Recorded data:
· · · · ·

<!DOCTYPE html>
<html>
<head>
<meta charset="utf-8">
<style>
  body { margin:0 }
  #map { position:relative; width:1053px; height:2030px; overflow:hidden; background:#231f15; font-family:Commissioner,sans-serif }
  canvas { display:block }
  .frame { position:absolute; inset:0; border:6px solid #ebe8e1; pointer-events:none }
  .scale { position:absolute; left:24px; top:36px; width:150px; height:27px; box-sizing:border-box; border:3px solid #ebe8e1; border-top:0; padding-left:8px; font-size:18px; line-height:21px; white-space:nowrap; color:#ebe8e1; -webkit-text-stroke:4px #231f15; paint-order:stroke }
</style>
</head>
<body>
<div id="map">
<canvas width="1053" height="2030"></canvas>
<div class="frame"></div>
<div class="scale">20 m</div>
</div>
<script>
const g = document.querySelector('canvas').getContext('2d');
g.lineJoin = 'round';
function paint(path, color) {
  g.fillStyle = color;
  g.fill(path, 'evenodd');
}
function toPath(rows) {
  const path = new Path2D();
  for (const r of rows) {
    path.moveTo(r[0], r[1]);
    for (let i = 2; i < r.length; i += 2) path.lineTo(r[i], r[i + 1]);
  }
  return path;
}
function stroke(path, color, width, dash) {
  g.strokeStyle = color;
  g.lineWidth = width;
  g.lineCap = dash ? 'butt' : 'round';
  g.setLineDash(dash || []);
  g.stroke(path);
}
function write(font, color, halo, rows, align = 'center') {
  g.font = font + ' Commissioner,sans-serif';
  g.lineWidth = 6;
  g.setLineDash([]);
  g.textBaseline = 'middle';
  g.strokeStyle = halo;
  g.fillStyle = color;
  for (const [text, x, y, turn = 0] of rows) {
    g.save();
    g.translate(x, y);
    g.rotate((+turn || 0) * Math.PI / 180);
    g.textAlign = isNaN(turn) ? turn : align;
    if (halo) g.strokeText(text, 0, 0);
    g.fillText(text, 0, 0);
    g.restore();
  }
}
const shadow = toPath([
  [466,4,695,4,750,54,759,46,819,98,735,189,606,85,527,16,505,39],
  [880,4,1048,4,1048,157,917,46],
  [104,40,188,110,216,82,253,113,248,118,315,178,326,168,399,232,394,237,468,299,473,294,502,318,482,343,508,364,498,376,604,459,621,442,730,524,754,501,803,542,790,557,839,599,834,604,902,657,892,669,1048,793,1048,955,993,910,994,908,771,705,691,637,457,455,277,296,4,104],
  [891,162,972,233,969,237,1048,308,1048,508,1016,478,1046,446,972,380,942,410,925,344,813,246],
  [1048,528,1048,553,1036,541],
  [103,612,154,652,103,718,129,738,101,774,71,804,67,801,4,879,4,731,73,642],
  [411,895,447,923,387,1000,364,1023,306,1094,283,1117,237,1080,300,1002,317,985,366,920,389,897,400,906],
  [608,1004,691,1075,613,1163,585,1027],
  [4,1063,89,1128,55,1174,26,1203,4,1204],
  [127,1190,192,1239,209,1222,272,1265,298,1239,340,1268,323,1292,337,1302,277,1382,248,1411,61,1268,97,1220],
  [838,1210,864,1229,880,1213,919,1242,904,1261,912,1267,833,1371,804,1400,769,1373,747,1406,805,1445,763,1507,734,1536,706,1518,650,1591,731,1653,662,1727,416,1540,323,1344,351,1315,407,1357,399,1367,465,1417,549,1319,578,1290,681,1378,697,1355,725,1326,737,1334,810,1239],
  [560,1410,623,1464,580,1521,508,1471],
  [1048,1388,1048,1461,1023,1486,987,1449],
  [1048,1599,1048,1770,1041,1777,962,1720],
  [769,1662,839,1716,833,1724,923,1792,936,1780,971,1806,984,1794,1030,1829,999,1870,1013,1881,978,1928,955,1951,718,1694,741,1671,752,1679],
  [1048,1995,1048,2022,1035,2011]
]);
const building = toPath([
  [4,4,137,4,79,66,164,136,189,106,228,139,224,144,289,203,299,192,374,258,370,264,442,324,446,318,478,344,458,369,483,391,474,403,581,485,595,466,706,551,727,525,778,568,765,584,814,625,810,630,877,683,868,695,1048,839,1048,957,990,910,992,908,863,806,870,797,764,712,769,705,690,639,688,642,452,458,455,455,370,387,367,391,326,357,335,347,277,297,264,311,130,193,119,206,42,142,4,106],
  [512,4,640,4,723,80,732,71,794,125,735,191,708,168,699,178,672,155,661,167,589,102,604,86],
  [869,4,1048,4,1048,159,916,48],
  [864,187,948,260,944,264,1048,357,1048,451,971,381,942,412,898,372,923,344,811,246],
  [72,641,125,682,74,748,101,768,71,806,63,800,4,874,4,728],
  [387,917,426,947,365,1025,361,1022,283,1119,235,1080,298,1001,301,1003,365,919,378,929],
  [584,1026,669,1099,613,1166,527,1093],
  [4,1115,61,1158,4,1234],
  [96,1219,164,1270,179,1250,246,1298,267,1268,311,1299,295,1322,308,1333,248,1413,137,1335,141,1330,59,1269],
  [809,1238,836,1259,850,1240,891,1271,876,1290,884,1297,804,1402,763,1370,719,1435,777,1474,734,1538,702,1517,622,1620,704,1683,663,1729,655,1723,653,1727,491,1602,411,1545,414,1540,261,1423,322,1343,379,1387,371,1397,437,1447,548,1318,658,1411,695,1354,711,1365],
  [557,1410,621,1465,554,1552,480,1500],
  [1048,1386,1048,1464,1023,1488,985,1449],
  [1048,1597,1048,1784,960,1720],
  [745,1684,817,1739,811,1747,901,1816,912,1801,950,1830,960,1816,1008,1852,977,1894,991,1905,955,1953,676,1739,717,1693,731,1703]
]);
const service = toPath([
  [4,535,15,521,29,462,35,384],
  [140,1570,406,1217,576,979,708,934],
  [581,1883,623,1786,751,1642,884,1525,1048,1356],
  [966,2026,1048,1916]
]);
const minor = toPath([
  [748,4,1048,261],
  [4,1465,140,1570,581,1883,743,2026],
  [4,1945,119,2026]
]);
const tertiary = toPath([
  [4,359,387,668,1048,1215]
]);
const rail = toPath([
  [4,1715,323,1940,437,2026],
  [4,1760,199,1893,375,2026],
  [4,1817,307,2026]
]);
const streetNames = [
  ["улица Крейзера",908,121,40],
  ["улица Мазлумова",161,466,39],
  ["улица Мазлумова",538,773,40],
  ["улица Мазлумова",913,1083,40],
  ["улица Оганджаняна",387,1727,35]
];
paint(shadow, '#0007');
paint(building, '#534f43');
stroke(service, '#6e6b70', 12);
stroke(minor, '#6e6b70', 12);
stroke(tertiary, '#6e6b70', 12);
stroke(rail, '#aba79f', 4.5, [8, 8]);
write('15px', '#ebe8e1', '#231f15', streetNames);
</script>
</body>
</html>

· · · · ·

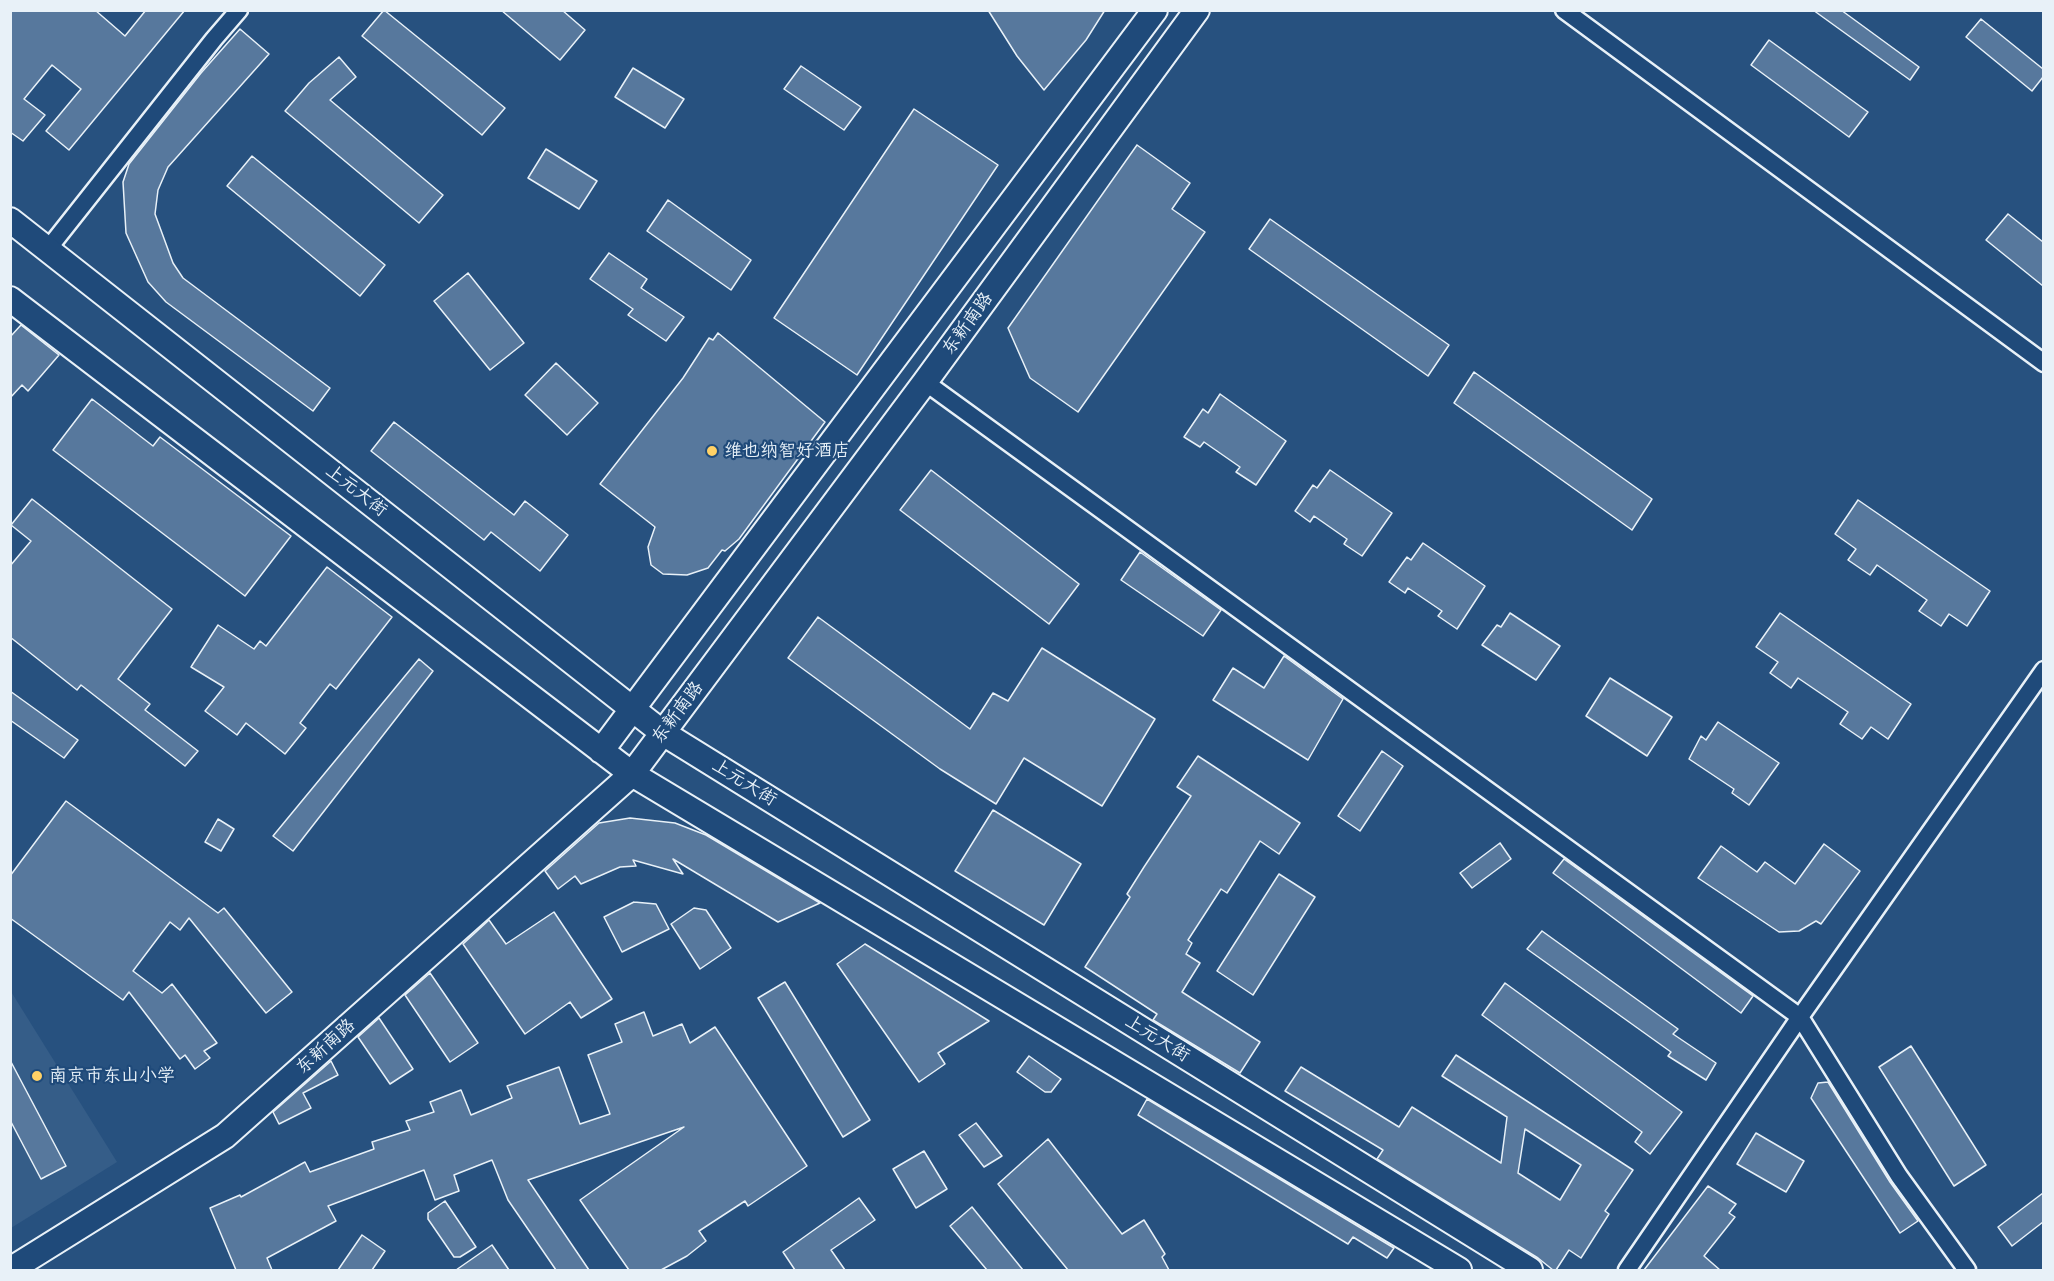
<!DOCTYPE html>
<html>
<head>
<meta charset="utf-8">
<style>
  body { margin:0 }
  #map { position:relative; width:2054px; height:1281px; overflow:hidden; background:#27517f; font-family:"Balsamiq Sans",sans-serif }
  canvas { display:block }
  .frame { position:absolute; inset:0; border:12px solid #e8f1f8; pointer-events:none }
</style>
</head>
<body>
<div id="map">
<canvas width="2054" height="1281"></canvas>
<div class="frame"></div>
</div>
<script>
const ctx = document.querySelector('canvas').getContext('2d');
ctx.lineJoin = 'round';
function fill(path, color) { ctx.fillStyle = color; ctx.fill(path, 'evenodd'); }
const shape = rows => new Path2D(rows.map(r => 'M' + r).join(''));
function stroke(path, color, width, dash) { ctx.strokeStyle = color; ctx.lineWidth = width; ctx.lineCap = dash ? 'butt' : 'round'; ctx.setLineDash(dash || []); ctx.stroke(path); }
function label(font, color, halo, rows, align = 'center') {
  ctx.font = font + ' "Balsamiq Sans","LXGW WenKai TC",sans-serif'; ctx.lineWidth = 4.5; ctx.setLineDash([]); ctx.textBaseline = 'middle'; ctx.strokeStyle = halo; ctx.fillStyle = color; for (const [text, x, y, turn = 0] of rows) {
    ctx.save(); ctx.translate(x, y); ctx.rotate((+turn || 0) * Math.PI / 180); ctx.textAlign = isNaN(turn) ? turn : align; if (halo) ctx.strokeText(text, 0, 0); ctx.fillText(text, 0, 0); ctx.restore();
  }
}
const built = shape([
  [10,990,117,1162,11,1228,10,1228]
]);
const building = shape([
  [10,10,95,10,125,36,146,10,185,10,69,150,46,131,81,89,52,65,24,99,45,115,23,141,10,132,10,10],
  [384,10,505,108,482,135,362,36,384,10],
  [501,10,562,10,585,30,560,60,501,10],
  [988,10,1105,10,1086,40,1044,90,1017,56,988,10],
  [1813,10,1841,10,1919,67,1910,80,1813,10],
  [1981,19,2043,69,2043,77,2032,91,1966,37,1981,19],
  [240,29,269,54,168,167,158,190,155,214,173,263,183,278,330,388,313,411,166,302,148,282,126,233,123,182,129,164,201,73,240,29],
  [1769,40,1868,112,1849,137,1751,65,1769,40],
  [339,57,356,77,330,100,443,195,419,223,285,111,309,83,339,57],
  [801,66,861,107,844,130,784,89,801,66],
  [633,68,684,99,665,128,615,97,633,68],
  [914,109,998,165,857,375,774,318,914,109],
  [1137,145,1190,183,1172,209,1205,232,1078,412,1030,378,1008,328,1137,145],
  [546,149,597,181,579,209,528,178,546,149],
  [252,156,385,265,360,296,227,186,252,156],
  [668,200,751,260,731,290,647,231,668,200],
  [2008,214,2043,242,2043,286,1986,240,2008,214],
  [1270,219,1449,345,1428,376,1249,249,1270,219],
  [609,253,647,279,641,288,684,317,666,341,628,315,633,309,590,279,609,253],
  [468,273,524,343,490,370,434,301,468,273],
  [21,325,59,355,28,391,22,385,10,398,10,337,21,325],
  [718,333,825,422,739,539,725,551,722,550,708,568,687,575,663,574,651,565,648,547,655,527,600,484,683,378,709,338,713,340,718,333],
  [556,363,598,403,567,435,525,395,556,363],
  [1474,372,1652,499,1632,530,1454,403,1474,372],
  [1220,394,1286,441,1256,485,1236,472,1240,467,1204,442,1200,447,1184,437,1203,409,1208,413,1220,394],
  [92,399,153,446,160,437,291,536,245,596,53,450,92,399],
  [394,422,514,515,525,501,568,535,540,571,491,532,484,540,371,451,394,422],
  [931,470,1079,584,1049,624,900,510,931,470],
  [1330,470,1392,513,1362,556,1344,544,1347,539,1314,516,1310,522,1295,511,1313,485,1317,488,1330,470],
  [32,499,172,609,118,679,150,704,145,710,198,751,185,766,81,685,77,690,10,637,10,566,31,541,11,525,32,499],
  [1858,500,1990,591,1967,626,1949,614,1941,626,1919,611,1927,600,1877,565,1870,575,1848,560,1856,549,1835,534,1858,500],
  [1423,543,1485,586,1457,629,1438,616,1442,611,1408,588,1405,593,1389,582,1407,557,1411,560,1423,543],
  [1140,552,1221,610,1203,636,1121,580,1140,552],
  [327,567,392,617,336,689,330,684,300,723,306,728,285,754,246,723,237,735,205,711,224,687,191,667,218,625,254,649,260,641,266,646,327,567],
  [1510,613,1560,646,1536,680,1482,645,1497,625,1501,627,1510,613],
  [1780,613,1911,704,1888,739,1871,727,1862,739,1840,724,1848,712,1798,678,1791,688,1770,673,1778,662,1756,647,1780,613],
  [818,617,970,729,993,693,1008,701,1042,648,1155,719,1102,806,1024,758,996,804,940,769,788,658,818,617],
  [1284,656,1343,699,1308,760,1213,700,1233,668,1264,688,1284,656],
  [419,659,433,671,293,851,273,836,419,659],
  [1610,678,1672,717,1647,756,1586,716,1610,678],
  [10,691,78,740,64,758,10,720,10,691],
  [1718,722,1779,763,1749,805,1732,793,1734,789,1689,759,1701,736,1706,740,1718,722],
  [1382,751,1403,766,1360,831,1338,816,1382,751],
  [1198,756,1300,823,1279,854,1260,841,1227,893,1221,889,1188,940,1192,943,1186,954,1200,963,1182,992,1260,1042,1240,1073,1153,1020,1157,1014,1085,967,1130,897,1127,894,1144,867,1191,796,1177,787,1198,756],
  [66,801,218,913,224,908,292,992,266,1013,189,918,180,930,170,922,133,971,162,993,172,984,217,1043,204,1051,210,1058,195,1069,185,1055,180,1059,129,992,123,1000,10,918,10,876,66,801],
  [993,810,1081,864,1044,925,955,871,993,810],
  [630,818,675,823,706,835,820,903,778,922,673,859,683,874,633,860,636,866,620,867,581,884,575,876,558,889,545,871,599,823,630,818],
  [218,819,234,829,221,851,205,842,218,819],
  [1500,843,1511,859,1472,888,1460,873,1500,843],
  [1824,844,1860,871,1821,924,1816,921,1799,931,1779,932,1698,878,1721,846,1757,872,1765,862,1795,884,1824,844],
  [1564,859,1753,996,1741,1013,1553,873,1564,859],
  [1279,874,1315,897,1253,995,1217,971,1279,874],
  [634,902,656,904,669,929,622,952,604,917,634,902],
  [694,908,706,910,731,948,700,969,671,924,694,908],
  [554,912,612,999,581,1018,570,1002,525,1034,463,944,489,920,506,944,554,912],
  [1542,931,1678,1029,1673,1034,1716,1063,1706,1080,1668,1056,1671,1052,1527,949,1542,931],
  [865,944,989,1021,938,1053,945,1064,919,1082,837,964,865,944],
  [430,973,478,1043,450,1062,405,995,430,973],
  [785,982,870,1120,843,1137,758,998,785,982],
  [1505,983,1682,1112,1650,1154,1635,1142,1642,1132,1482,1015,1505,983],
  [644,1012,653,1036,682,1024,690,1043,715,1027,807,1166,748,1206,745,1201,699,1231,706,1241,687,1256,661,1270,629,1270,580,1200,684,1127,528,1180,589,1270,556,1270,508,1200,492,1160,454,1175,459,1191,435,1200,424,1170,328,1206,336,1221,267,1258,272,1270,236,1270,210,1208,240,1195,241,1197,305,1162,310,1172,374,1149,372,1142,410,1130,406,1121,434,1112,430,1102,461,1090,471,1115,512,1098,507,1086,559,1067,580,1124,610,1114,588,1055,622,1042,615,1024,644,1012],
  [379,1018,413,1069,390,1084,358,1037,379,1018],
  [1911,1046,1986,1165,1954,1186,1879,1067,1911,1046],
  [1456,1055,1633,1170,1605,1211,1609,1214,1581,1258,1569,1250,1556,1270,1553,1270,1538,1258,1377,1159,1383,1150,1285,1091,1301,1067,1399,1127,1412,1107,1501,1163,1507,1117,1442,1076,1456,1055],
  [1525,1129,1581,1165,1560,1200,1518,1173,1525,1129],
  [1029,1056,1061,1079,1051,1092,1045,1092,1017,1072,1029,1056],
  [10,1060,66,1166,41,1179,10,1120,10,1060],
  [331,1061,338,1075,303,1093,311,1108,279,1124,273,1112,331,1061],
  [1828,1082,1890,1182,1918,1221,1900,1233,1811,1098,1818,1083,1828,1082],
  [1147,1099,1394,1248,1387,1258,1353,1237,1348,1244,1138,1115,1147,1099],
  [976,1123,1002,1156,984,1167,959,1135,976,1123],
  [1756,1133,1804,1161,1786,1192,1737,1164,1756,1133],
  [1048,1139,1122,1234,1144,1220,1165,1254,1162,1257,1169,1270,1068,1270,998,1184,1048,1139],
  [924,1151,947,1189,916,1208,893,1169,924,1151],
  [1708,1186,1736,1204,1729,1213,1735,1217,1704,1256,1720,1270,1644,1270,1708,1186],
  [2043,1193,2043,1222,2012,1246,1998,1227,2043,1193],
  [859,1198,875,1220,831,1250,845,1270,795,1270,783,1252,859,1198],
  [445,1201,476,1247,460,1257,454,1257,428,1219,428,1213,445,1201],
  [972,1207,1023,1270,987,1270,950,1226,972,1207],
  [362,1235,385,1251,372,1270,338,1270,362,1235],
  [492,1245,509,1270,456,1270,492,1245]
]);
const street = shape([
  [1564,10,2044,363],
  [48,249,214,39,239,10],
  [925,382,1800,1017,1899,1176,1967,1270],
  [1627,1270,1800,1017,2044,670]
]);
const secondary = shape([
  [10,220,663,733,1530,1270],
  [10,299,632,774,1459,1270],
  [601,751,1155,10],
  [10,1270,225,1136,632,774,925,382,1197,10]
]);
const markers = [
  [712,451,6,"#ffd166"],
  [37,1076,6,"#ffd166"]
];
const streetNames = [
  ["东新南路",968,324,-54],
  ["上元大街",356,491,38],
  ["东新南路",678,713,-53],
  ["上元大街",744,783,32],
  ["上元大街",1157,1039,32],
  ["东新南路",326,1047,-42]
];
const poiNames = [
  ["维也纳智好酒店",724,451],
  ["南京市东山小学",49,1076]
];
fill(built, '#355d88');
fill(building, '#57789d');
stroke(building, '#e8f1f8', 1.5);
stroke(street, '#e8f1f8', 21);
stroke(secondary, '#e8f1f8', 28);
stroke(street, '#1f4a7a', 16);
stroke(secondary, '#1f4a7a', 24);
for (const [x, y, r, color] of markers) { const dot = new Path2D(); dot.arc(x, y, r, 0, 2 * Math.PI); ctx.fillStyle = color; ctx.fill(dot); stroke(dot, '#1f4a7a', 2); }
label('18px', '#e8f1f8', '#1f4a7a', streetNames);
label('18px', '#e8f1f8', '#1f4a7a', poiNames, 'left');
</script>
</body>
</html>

· · · · ·

## WHAT THE TASK ASKS
Copy each line of the records containing the string "getContext".

## TASK ANSWER
const g = document.querySelector('canvas').getContext('2d');
const ctx = document.querySelector('canvas').getContext('2d');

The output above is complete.